Ex-Raymond James Rep Suspended for Unauthorized Trading

The broker exercised discretion in a client’s account without written authorization, FINRA says.

Outside FINRA headquarters in New York. (Photo: Shutterstock)

The Financial Industry Regulatory Authority suspended a former Raymond James broker for 10 days and fined him $5,000 after he exercised discretion in a client’s account without written authorization and then didn’t answer truthfully about it in two of the firm’s annual compliance questionnaires, according to FINRA.

Stephen Paul Florio signed a letter of acceptance, waiver and consent last month in which, without admitting or denying FINRA’s findings, he agreed to the suspension and fine. FINRA accepted the letter Thursday.

Raymond James and David A. Weintraub, an attorney who represented Florio in the dispute, did not immediately respond to requests for comment on Friday.

Florio was registered as a general securities representative through an association with Raymond James from 1994 until 2003, when he left to join Bank of America and then Morgan Stanley, before rejoining Raymond James in June 2015, according to FINRA’s BrokerCheck website and the AWC letter.

However, on Aug. 31, 2018, Raymond James filed a Form U5 notice of termination for Florio disclosing that he had been discharged Aug. 2, 2018, according to FINRA.

The rep was terminated after Raymond James “identified emails suggesting involvement with an unapproved outside business activity,” according to a disclosure on his BrokerCheck report.

The firm was also “concerned about  [Florio’s] investments in low-priced securities about which he was in frequent communications with an individual with direct contacts with senior management,” according to the disclosure.
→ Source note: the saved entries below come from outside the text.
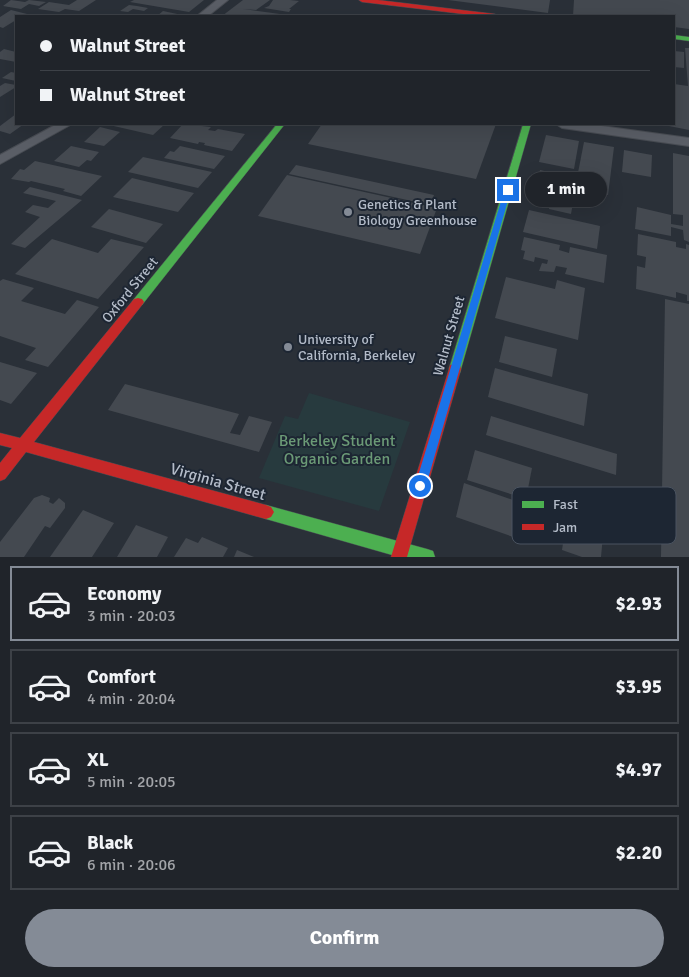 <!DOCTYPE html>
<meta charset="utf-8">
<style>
:root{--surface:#20242a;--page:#282c32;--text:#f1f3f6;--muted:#a2a4a8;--line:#3d4147;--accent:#848b96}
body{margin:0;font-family:Signika,sans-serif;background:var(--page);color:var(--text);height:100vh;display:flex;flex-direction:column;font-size:19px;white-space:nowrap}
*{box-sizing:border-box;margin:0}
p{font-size:16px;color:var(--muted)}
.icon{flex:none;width:28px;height:28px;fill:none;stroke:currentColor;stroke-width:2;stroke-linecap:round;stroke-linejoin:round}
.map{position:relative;height:557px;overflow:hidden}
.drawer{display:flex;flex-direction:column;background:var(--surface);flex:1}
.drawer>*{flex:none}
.top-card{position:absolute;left:15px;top:15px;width:660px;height:110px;border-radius:0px;box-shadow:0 5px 20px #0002,0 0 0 1px var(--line);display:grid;align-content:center;height:110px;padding:0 25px;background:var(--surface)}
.end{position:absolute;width:22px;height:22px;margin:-11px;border:6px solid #1a73e8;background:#fff;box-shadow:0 0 0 2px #fff}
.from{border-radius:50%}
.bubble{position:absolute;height:35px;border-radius:18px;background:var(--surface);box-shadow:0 5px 20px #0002,0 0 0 1px var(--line);font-size:16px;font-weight:800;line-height:35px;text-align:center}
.top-card b{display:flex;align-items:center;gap:18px;height:48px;font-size:19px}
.top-card b+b{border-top:1px solid var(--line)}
.top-card i{width:12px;height:12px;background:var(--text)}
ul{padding:9px 0 0;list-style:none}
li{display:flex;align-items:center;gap:15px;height:75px;margin:0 10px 8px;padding:0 15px;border:2px solid var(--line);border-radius:0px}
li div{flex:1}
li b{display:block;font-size:19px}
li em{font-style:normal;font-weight:800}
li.current{border-color:var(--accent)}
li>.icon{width:45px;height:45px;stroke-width:1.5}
.cta{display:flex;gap:10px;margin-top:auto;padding:10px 25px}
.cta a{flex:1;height:58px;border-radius:30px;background:var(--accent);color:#fff;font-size:20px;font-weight:800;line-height:58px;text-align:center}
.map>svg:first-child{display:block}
</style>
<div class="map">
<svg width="689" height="557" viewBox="0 0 689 557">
<rect width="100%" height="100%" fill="#2a3038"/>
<path fill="#273a3e" d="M309 393 410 422 379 511 259 478 285 416 298 419Z"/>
<g fill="#444950">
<path d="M11 0 25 2 29 0 46 2 39 6 29 4 21 9 3 6Z"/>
<path d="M77 0H96L79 11 65 9 59 12 38 9 49 2 69 5Z"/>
<path d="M134 0H204L189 12 130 2Z"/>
<path d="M243 0H270L256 10 243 9 280 14 278 16H222Z"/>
<path d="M273 0H290L299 1 289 9H291L289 12 264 8 269 6Z"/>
<path d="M448 0H550L548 13Z"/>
<path d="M574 0H689V29L674 27V16H573Z"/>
<path d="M129 5 137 6 148 8 144 11 133 9 128 12 120 11Z"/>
<path d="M11 10 27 14 23 16H16V20L3 28 0 27V17Z"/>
<path d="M163 11 182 15 157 16Z"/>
<path d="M685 48H689V130L669 126V124H674V84L688 86Z"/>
<path d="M4 49 16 52V62L0 59V52Z"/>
<path d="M674 51 684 52V68L674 67Z"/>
<path d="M11 72 16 73V81L2 78Z"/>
<path d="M5 83 16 85V87L0 97V86Z"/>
<path d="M16 114V124H24L10 134 0 131V126Z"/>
<path d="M105 124H165L153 135Z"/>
<path d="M183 124 211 127 208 130 215 131 218 129 245 134 232 151 204 145 205 143 199 142 198 144 170 138Z"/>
<path d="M322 124H496L476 179 308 144Z"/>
<path d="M100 127 120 132 104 146 84 142Z"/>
<path d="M546 135 579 141 574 169 539 162Z"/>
<path d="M584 142 614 147 608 195 575 188Z"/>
<path d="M71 146 99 152 91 161 87 160 79 167 54 161Z"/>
<path d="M180 146 225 156 214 169 164 158 170 151 174 152Z"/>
<path d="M624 150 652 155 651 177 622 172Z"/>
<path d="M673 153 689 156V242L684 240 683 230 671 227V236L635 229 637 207 671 215V224L683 226V215L673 214Z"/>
<path d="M143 157 212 172 198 188 128 172Z"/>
<path d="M35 161 102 176 81 196 63 191 65 189 31 181 29 182 11 179 20 169 24 170Z"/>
<path d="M296 165 434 195 430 205 289 174Z"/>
<path d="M540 170 561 175 558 189 537 185Z"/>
<path d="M287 175 437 208 420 254 258 216Z"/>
<path d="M132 178 194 193 178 212 113 197Z"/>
<path d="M30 187 82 200 25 248 11 244 40 217 25 212 33 205 48 208 56 201 23 193Z"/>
<path d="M535 188 581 197 580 204 573 203 571 214 549 209 550 201 532 197Z"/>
<path d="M109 209 163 224 146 243 91 227Z"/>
<path d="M529 210 600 226 597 249 523 232Z"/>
<path d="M638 234 676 242V247L686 249V244L689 245V301H687V295L676 292V298L636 289 637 266 645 268 646 257 637 255Z"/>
<path d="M524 237 560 245 559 250 569 253 570 247 607 255 604 283 565 274 567 268 556 266 554 272 539 271 542 263 547 264 548 260 535 257 534 262 523 259 525 251 521 250Z"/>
<path d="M52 239 98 253 111 239 144 247 98 299 15 274Z"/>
<path d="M506 277 555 289 557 280 585 288 578 340 495 318Z"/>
<path d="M3 279 34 288 21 301 65 314 77 300 99 307 48 367 25 360 36 348 0 336V281Z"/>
<path d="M665 299 689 304V557H661Z"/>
<path d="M505 336 557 349 552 377 499 362Z"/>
<path d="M0 362 37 373 11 404 0 400Z"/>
<path d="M495 368 588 394 584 426 488 397Z"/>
<path d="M125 384 239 414 230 433 240 435 249 416 272 422 259 452 108 410Z"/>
<path d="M491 416 617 454 616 475 486 435Z"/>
<path d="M475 450 532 468 526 499 467 480Z"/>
<path d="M464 483 536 508 531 539 519 535V539L456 517Z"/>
<path d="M571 490 606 502 601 557H582L562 550Z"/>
<path d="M42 495 50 498 49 502 53 504 59 498 65 503V508L50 528 45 526 24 557H0V542L34 498Z"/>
<path d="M83 510 114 523 92 557H50Z"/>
<path d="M136 525 168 537 157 557H117Z"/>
<path d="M202 537 228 548 223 557H174L186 538 198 543Z"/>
<path d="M237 550 254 557H234Z"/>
</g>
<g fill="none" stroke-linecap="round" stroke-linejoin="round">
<defs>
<g id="street">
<path d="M217 0H228L208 16H197Z"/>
<path d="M57 124H72L0 164V155Z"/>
<path d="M556 124H587L689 138V146L562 128Z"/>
</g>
<g id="fast">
<path d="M674 35 689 37V41L674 39Z"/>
<path d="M277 124H285L142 305H134L132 302 134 299Z"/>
<path d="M523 124H531L461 369 460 373 455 374 450 373 449 369Z"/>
<path d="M266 505 427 549 433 551 435 557H399L266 519 261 517 258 512 261 507Z"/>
</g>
<g id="jam">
<path d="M359 0H378L495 14 498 16H480L362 2Z"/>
<path d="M138 298 142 299 144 302 142 305 34 442 266 505 271 507 274 512 271 517 266 519 26 452 5 479 0 481V463L12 448 0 445V433L20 438 134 299Z"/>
<path d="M455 364 460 365 461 369 407 557H391L449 369 450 365Z"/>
</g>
</defs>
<use href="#street" stroke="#484c53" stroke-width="2"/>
<use href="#fast" stroke="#484c53" stroke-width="1"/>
<use href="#jam" stroke="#484c53" stroke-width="1"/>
<use href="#street" fill="#5a5e66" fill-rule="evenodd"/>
<use href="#fast" fill="#4caf50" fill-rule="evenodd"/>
<use href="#jam" fill="#c62828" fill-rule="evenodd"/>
</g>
<path fill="#1a73e8" d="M505 188 511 190 426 486 424 489 420 491 417 489 415 486Z"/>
<g fill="#848b96" stroke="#1d2633" stroke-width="2">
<circle cx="348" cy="212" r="5"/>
<circle cx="288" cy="347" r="5"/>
</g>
<g text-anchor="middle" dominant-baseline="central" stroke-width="4" stroke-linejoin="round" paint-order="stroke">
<g font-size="14" fill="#b4bcc9" stroke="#1d2633" text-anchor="start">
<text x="358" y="204">Genetics &amp; Plant<tspan x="358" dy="16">Biology Greenhouse</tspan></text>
<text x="298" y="339">University of<tspan x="298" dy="16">California, Berkeley</tspan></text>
</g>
<g font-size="14" fill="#b4bcc9" stroke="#1d2633">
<text transform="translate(130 290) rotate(-51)">Oxford Street</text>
<text transform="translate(449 336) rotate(-74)">Walnut Street</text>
</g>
<g font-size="16" fill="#6b9a76" stroke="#1d2633">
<text x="337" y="441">Berkeley Student<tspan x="337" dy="18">Organic Garden</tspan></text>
</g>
<g font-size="16" fill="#b4bcc9" stroke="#1d2633">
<text transform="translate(218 482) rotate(16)">Virginia Street</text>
</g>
</g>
<rect x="512" y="487" width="164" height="57" rx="8" fill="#1d2633" stroke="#4a5360" stroke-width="1"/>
<rect x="522" y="501" width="22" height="7" fill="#4caf50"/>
<rect x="522" y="524" width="22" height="6" fill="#c62828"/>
<g font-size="14" fill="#b4bcc9">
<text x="553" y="509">Fast</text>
<text x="553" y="532">Jam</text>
</g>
</svg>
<i class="end from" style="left:420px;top:486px"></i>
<i class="end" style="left:508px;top:190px"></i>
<div class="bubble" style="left:525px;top:172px;width:82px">1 min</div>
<div class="top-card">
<b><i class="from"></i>Walnut Street</b>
<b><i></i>Walnut Street</b>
</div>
</div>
<section class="drawer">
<ul>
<li class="current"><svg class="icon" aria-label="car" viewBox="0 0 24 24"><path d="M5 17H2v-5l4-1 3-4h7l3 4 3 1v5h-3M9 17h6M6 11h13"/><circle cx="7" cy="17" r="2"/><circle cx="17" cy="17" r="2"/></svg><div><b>Economy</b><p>3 min · 20:03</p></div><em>$2.93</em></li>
<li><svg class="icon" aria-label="car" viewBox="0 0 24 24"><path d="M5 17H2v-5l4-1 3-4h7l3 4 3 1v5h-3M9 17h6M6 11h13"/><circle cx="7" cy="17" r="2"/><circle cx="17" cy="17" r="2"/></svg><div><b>Comfort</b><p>4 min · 20:04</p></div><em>$3.95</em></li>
<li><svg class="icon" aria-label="car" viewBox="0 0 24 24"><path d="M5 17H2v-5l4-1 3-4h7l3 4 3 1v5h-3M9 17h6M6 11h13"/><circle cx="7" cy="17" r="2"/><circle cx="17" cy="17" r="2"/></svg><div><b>XL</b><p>5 min · 20:05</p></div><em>$4.97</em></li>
<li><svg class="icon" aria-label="car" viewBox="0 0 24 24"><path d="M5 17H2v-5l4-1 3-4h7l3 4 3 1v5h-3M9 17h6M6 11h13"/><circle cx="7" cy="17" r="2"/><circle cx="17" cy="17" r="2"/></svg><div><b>Black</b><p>6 min · 20:06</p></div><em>$2.20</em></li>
</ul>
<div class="cta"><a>Confirm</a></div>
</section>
The rep denied any outside business activity and asserted he never had access to or receipt of nonpublic information for any securities, it added.

More Details

FINRA started an investigation after receiving the Form U5, according to the AWC letter.

From Jan. 5, 2016 through July 10, 2018, Florio exercised discretion in a customer’s account, the AWC letter said. “Due to the customer’s business and travel schedule, the customer orally authorized Florio to exercise discretion in the account,” the letter said.

“Florio, however, did not have the customer’s written authorization to exercise discretion, nor was the account approved for discretion by Raymond James,” according to FINRA.

Florio then “incorrectly answered ‘No’ when asked, in two Raymond James annual compliance questionnaires, whether he exercised discretion in any customer’s account,” FINRA said.

As a result of his actions, Florio violated FINRA Rule 2010 (governing standards of commercial honor and principles of trade) and NASD Rule 2510 (b), according to FINRA.

He is currently a rep for Cambridge Investment Research in Fort Lauderdale, Florida, according to BrokerCheck.